Maka di setiap usia, pertanyaannya bukan lagi “sudah berapa tua aku?”, tapi “sudah sampai di mana jiwaku?”

*Nafs Mutmainnah: Solusi atas Nestapa Modernitas*

Tahap tertinggi ini bukan sekadar aktualisasi diri (Maslow), melainkan transendensi yang menghubungkan manusia dengan kosmos. 

Di sini, Psikologi Spiritual berperan sebagai jembatan antara sains dan agama, memanfaatkan praktik seperti meditasi sufistik untuk mencapai nondual consciousness (Wilber).

Seyyed Hossein Nasr menegaskan bahwa krisis ekologis, psikologis, dan sosial zaman ini bersumber pada amnesia spiritual, pemisahan diri dari hakikat transenden. Psikologi Spiritual, dengan akar tasawuf dan kedalaman psikoanalisis, menawarkan solusi:

Resakralisasi kehidupan: Mengembalikan dimensi spiritual dalam praktik sehari-hari, seperti kerja sebagai ibadah (ihsan).

Terapi berbasis ma’rifah: Menggunakan kontemplasi sifat-sifat Ilahi (Asmaul Husna) untuk memulihkan keseimbangan neurokimia dan spiritual.

Pendidikan kesadaran holistik: Integrasi kurikulum psikologi transpersonal dengan tradisi pesantren atau suluk.

Sebagaimana dikatakan Malik Badri dalam _Contemplation: An Islamic Psychospiritual Study:_ “Krisis psikologis modern terletak pada kelalaian manusia terhadap jiwanya. Jiwa bukanlah produk sampingan dari tubuh, tetapi amanah Ilahi yang ditempatkan di dalamnya.” 

Maka untuk menyembuhkan jiwa manusia modern, pendekatannya harus kembali menyentuh dimensi ketuhanan yang dilupakan.
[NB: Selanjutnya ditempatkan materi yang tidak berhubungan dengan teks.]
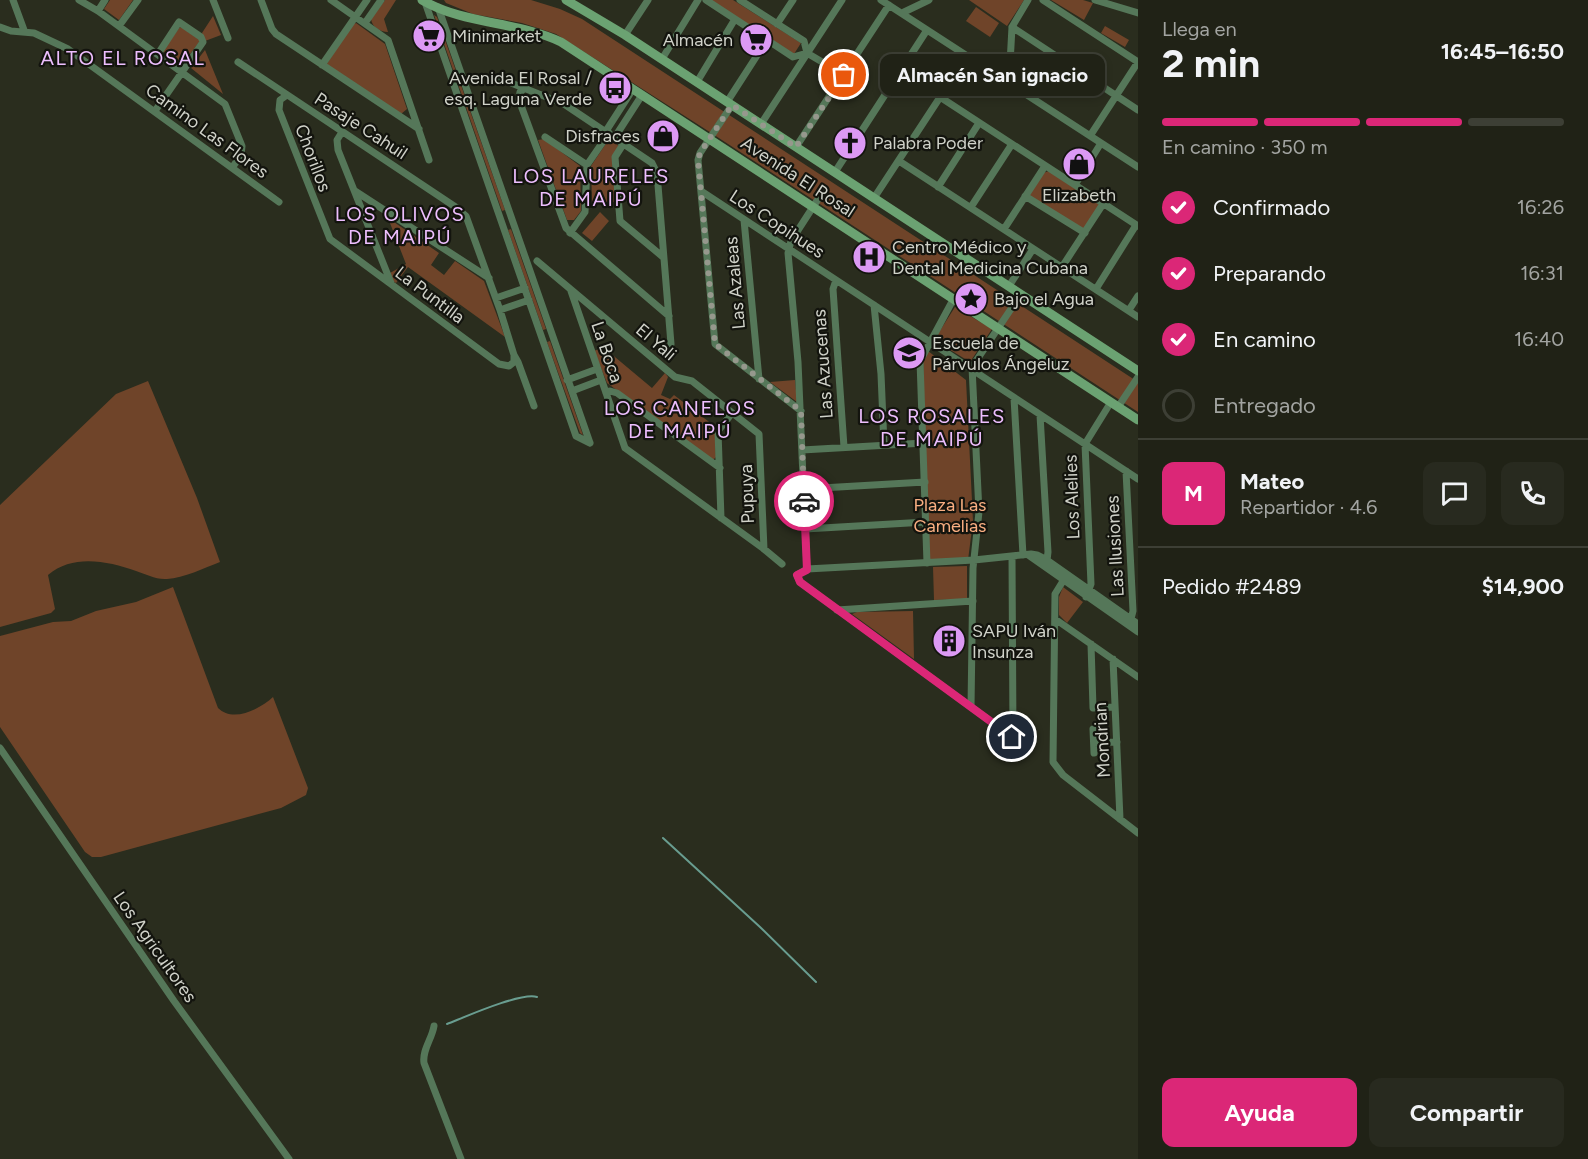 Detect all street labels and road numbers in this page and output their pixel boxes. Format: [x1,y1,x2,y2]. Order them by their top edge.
street label: Camino Las Flores [141,79,273,183]
street label: Pasaje Cahuil [310,88,412,164]
street label: Chorillos [290,121,336,195]
street label: Avenida El Rosal [737,132,859,222]
street label: Los Copihues [725,185,829,263]
street label: Las Azaleas [720,236,750,330]
street label: La Puntilla [391,262,469,328]
street label: Las Azucenas [808,309,838,419]
street label: La Boca [586,318,628,386]
street label: El Yali [631,319,681,365]
street label: Los Alelies [1060,454,1084,540]
street label: Pupuya [735,464,759,524]
street label: Las Ilusiones [1101,495,1129,597]
street label: Mondrian [1089,702,1115,778]
street label: Los Agricultores [108,887,202,1007]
Epilog: Jiwa yang Menemukan Rumahnya

Bumi ini retak. Setiap jengkalnya menganga oleh parang perang, mengerang oleh racun limbah, mengeluh oleh jeritan ketimpangan. 

Tapi dari celah-celah tanah yang pecah itu, akar-akar jiwa justru menjalar, mencari air kehidupan yang tak pernah kering, meski permukaan dunia mengeras menjadi gurun.  

Di tengah puing-puing peradaban yang memuja logika tetapi membunuh makna, jiwa manusia tetap menggenggam rahasia purba: bahwa retakan bukan akhir, melainkan pintu. 

Seperti cahaya fajar yang menyusup lewat celah kaca pecah, nestapa modern—kegelisahan eksistensial, kesepian di tengah keramaian digital, luka-luka tak kasatmata—justru menjadi jalan masuk menuju penemuan diri. 

Di situlah Psikologi Spiritual berdiri: bukan sebagai pelipur lara, tapi sebagai peta navigasi yang menuntun jiwa melintasi gurun ammarah (nafsu yang membara), mendaki tebing lawwamah (pertarungan batin), hingga sampai di dataran mutmainnah—tempat jiwa yang tenang bersemayam, menyatu dengan langit, meski kaki tetap menginjak bumi yang rekah.  

Rumi mungkin akan tersenyum: “Setiap luka adalah tempat cahaya-Mu masuk.” Tapi jiwa-jiwa yang terlatih dalam suluk tahu—luka itu sendiri adalah cahaya. Di puncak perjalanan, retakan-retakan dunia tak lagi dilihat sebagai kubangan air mata, melainkan cermin yang memantulkan Asmaul Husna. 

Manusia bukan lagi tawanan retakan, ia menjadi retakan itu sendiri—celah di mana Langit dan Bumi berbisik, di mana transendensi dan imanensi bersatu.  

Lihatlah, di jantung kota-kota yang terfragmentasi oleh kesibukan palsu, di balik layar-layar yang memenjarakan kesadaran, jiwa-jiwa yang telah mencapai mutmainnah justru menjadi oase diam. Mereka tidak lari dari dunia, tapi menyulam retakan-retakannya dengan benang-benang dzikir. 

Mereka tidak menolak krisis, tapi mengubahnya menjadi mihrab—tempat berdialog dengan Sang Mutlak. Bekerja, mencinta, berjuang—semua menjadi ritual pengabdian, gerakan tai chi antara kehendak insani dan Takdir Ilahi.  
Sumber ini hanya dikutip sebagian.